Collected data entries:
>>
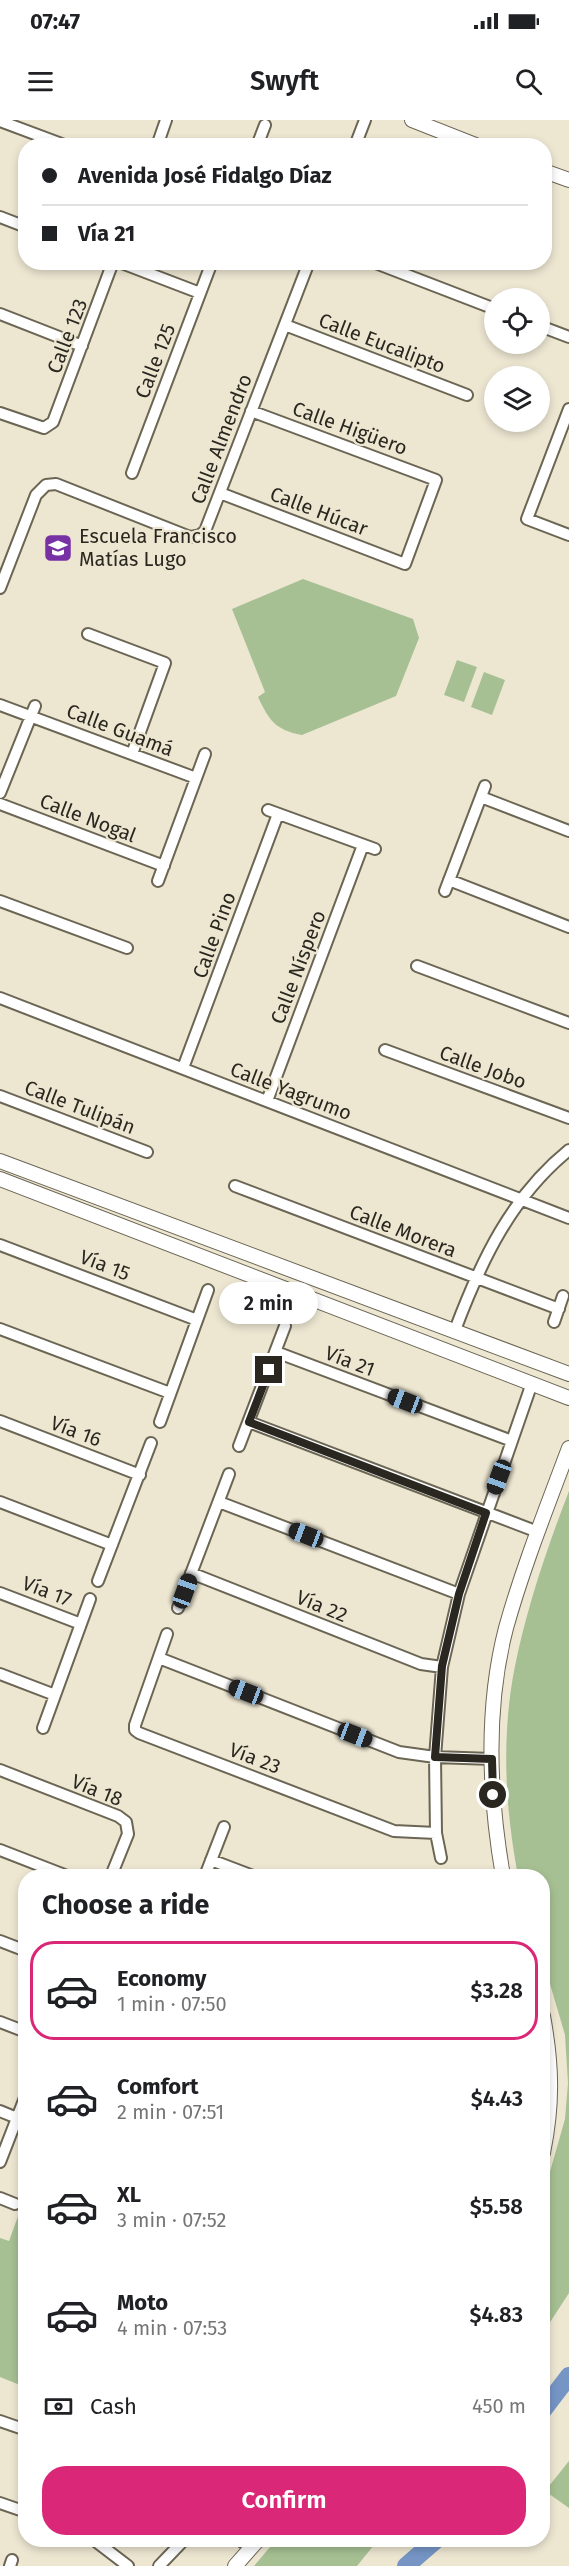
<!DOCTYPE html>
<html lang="en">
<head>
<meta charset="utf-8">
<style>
  body { margin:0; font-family:"Fira Sans",sans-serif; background:#f2f2f2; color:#202124; height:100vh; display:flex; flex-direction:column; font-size:22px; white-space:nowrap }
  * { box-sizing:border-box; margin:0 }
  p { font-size:20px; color:#757577 }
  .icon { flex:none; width:33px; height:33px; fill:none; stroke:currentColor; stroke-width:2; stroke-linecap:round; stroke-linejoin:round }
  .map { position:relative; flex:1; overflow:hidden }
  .side { position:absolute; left:18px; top:1749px; width:532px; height:678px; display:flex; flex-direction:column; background:#fff; border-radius:24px; box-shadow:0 3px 9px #0003 }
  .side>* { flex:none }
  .guide { position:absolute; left:18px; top:18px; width:534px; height:132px; border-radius:24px; box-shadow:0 3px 9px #0003; display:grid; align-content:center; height:132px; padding:0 24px; background:#fff }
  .fabs { position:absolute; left:484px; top:168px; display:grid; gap:12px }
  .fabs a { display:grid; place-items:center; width:66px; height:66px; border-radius:50%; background:#fff; box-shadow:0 3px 9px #0003; font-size:30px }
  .end { position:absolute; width:27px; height:27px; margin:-14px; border:8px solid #292720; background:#fff; box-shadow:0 0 0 3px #fff }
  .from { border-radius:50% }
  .bubble { position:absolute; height:42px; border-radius:21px; background:#fff; box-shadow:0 3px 9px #0003; font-size:20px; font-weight:600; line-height:42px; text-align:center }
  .car { position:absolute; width:18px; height:36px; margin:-18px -9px; border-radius:8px; box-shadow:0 0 4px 2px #0007; background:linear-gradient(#222 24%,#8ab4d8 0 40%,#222 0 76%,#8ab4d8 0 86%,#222 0) }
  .guide b { display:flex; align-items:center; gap:21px; height:57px; font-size:22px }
  .guide b+b { border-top:2px solid #e0e0e0 }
  .guide i { width:15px; height:15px; background:#202124 }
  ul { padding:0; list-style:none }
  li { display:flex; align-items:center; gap:18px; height:99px; margin:0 12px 9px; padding:0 12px; border:3px solid transparent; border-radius:24px }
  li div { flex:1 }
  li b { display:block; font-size:22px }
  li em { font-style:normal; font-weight:600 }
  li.current { border-color:#db2777 }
  li>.icon { width:54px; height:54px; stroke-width:1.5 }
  h2 { padding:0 24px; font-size:27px; line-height:72px }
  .pay { display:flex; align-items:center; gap:15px; height:66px; padding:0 24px; font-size:22px }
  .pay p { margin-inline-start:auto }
  .button { display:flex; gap:12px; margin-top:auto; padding:12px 24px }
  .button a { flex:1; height:69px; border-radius:24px; background:#db2777; color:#fff; font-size:24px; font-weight:600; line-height:69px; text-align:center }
  .status { display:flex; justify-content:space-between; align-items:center; height:42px; padding:0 30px; background:#fff; direction:ltr }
  .status svg { height:16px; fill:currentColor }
  header { display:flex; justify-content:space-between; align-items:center; height:78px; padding:0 24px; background:#fff; font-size:27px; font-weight:600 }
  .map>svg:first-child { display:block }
</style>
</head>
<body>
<div class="status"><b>07:47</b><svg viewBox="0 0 49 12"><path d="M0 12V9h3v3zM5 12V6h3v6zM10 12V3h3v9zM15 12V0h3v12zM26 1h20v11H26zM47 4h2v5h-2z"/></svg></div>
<header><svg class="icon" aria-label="menu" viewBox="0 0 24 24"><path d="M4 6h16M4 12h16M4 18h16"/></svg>Swyft<svg class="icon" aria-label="search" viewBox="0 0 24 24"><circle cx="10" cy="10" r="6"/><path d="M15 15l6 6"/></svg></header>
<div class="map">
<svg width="569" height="2446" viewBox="0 0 569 2446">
  <rect width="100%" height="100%" fill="#ede7d2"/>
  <path fill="#a6c093" d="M303 459 413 499 419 518 396 576 302 615C275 610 269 600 258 577L265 572 232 489Z
    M457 540 477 547 464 582 444 575Z
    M484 552 505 560 492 595 471 587Z
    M569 1371V2173L543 2213V2076L565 1999 568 1963 565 1915 543 1840V1756H518C505 1688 501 1615 515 1546 527 1487 547 1428 569 1371Z
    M25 2077 26 2267H25L0 2257V2118L9 2121Z
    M569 2341V2388L545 2371Z
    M276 2420H378L357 2446H254Z"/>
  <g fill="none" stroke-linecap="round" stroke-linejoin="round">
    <path stroke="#7695c5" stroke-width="18" d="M543 2290 569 2256
      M406 2446 436 2420"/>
    <g stroke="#6b6554" stroke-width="14">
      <path id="street" d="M0 1 67 26
        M157 26 166 0
        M257 26 265 5
        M355 26 365 0
        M0 97 26 107
        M119 142 200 173
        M373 142 495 189
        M0 194 82 226
        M285 205 467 275
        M540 206 569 217
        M569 289 527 399 569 415
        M0 293 44 308 53 302 113 142
        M132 353 212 142
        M220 373 405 444 436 360 251 291
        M0 468 36 375 46 365 56 364 190 417 200 415 205 411 309 142
        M88 514 165 543 132 634
        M0 585 196 658
        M0 673 35 586
        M481 677 569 711
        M0 684 164 746
        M268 690 375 729
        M449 760 569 807
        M158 761 205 634
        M445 771 485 666
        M0 781 127 828
        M417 846 569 903
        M0 878 569 1098
        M385 930 569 998
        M183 948 278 694
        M0 976 147 1032
        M267 981 363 725
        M235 1066 559 1189
        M0 1125 197 1200
        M554 1202 563 1176
        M0 1209 170 1273
        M455 1210C481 1141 511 1077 569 1030
        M276 1232 512 1321
        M0 1301 140 1355
        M160 1302 208 1170
        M249 1302 538 1412
        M239 1326 285 1206
        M0 1382 112 1425
        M219 1382 459 1474
        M191 1453 421 1544 442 1547
        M98 1461 151 1323
        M0 1473 81 1504
        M178 1488 229 1354
        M167 1514 135 1605V1610L139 1613 394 1711 436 1713
        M159 1538 399 1632 435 1637 492 1639
        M0 1554 55 1575
        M43 1608 90 1479
        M0 1650 118 1696 126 1702 128 1714 111 1756
        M0 1730 67 1756
        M441 1738 436 1713 435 1637 442 1547 459 1474 532 1263
        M211 1740 253 1756
        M205 1756 224 1707
        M0 1821 26 1831
        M0 1902 26 1912
        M0 1991 17 1998
        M0 2042 26 1975
        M0 2078 15 2084
        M0 2301 26 2310
        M0 2383 26 2392
        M94 2420 128 2446
        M240 2420 251 2428
        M10 2446 12 2440
        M159 2446 184 2420"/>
    </g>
    <g stroke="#6b6554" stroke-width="16">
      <path id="secondary" d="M412 0 478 26
        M544 51 569 60
        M0 1041 569 1254
        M0 1059 569 1278
        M503 1756C489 1675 485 1589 506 1508 523 1447 547 1387 569 1328
        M543 1896C552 1945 553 1984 543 2033
        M235 2446 258 2420"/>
    </g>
    <use href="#street" stroke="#fff" stroke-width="10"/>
    <use href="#secondary" stroke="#fff" stroke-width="14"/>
  </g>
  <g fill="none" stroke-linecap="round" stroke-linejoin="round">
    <path stroke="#292720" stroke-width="8" d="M269 1250 249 1302 486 1393 459 1474 442 1546 435 1637 492 1639 493 1675"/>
  </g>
  <defs>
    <g id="school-square" transform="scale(1.5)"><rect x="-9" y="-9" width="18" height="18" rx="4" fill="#7831a4" stroke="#ede7d2"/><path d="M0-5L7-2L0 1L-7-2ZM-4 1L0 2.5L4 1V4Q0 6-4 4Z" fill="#fff"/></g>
  </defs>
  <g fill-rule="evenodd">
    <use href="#school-square" x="58" y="428"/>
  </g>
  <g text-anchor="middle" stroke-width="4.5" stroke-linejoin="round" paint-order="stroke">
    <g font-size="20" fill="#292720" stroke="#ede7d2">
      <text transform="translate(67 216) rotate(-69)" y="7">Calle 123</text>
      <text transform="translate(382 223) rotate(21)" y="7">Calle Eucalipto</text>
      <text transform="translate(155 241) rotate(-69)" y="7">Calle 125</text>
      <text transform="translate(350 308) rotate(20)" y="7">Calle Higüero</text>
      <text transform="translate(221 319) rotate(-69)" y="7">Calle Almendro</text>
      <text transform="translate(319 391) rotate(21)" y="7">Calle Húcar</text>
      <text transform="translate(120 610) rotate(21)" y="7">Calle Guamá</text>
      <text transform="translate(88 698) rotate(21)" y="7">Calle Nogal</text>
      <text transform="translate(214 815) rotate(-70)" y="7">Calle Pino</text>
      <text transform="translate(298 847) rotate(-69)" y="7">Calle Níspero</text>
      <text transform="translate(483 947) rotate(20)" y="7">Calle Jobo</text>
      <text transform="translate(291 971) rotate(21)" y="7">Calle Yagrumo</text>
      <text transform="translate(80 987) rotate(21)" y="7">Calle Tulipán</text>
      <text transform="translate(403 1111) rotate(21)" y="7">Calle Morera</text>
      <text transform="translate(105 1145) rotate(21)" y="7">Vía 15</text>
      <text transform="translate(350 1241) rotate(21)" y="7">Vía 21</text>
      <text transform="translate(76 1311) rotate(21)" y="7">Vía 16</text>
      <text transform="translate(47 1471) rotate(21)" y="7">Vía 17</text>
      <text transform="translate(322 1486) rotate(22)" y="7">Vía 22</text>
      <text transform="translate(255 1638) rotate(21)" y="7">Vía 23</text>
      <text transform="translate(97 1670) rotate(22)" y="7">Vía 18</text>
    </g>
    <g font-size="20" fill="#292720" stroke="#ede7d2" text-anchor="start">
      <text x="79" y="423">Escuela Francisco<tspan x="79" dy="23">Matías Lugo</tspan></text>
    </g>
  </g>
</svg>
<div class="fabs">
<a><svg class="icon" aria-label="locate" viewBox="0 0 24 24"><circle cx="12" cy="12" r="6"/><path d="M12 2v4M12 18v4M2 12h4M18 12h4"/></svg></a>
<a><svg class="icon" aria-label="layers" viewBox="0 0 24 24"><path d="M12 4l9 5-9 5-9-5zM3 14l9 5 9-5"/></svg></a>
</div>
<i class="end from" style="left:493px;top:1675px"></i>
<i class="end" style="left:269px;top:1250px"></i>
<div class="bubble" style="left:219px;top:1162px;width:99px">2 min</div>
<i class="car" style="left:405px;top:1281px;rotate:291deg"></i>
<i class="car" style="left:499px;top:1357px;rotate:200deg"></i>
<i class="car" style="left:306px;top:1415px;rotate:291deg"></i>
<i class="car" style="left:185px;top:1471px;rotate:20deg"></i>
<i class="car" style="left:246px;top:1572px;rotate:291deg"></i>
<i class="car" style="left:355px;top:1615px;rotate:111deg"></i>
<div class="guide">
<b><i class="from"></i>Avenida José Fidalgo Díaz</b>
<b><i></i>Vía 21</b>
</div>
<section class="side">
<h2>Choose a ride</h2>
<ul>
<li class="current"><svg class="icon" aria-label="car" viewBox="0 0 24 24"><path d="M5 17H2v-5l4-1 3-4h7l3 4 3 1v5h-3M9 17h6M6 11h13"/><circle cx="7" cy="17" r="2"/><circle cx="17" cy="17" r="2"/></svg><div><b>Economy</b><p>1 min · 07:50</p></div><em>$3.28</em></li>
<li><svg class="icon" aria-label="car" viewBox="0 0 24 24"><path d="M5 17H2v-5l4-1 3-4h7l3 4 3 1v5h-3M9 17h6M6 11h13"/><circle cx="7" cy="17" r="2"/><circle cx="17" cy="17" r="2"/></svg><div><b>Comfort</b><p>2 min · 07:51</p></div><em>$4.43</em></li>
<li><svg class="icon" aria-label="car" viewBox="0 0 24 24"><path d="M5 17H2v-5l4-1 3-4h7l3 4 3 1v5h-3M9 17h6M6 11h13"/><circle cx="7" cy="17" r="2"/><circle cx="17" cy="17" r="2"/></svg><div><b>XL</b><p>3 min · 07:52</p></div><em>$5.58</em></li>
<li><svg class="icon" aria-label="car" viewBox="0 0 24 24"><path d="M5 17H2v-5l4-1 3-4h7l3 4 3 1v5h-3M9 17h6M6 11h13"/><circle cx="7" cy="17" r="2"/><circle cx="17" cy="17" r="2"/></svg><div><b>Moto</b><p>4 min · 07:53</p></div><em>$4.83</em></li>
</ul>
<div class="pay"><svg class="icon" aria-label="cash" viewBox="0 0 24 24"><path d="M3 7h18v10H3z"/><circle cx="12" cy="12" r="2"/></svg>Cash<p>450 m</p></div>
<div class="button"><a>Confirm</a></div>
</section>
</div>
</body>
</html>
<<
*EXERCISE PROMPT:* Each line in the data that holds the string "fabs" should be found and copied.

*YOUR RESPONSE:*
  .fabs { position:absolute; left:484px; top:168px; display:grid; gap:12px }
  .fabs a { display:grid; place-items:center; width:66px; height:66px; border-radius:50%; background:#fff; box-shadow:0 3px 9px #0003; font-size:30px }
<div class="fabs">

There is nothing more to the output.